Identifying files that changed in the last hour

4

Right now I use python to figure out files that have been modified in the past hour. This is really slow on my network (~50000 files - and checking each one's timestamp). I have a custom script to which I pass this list - it does some transfers/logging in/etc on a remote server.

I want to speed up the file list generation time (it takes ~15-20mins to just figure out the file list). Any suggestions?

One thing that might be helpful is that the network has a netapp filer. That filer creates those .snapshot dirs.

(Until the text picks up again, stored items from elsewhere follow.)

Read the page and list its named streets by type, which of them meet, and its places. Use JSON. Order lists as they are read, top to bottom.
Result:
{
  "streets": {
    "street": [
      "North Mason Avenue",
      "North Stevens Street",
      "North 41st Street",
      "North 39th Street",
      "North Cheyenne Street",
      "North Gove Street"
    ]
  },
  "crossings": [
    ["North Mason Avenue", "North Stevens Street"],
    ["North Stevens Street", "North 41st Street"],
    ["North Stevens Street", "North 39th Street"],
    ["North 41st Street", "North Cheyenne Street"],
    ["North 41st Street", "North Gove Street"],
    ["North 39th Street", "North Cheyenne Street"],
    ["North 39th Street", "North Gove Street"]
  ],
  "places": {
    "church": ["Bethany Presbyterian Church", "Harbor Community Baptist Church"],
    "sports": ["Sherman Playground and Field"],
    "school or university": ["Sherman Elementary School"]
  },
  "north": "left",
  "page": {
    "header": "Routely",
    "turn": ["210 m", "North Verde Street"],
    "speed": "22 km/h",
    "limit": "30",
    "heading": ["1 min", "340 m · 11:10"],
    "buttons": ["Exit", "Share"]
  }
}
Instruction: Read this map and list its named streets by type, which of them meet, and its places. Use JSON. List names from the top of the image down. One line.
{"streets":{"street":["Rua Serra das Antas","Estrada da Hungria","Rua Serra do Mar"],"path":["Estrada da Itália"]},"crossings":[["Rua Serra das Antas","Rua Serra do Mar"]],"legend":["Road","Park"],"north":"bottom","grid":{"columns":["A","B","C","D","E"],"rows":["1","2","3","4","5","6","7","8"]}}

Can I somehow hook into the filer (through the API?) and figure out a list that changed recently?

If you're not familiar with the NetApp API, suggestions on how to generate a file list (fast!) with unix commands would be great! (BTW, this is a network filesystem - so there will be multiple machines making changes).

Utkarsh Sinha

Posted 2013-07-02T13:46:35.950

Reputation: 1 327

Answers

4

Just use find:

find /path/to/dir/ -mmin -61

Relevant options:

   -mmin n
          File's data was last modified n minutes ago.
   Numeric arguments can be specified as

   +n     for greater than n,

   -n     for less than n,

   n      for exactly n.

So, -mmin -61 means "find files that have been modified less than 61 minutes ago", in other words, those that have been modified in the last hour.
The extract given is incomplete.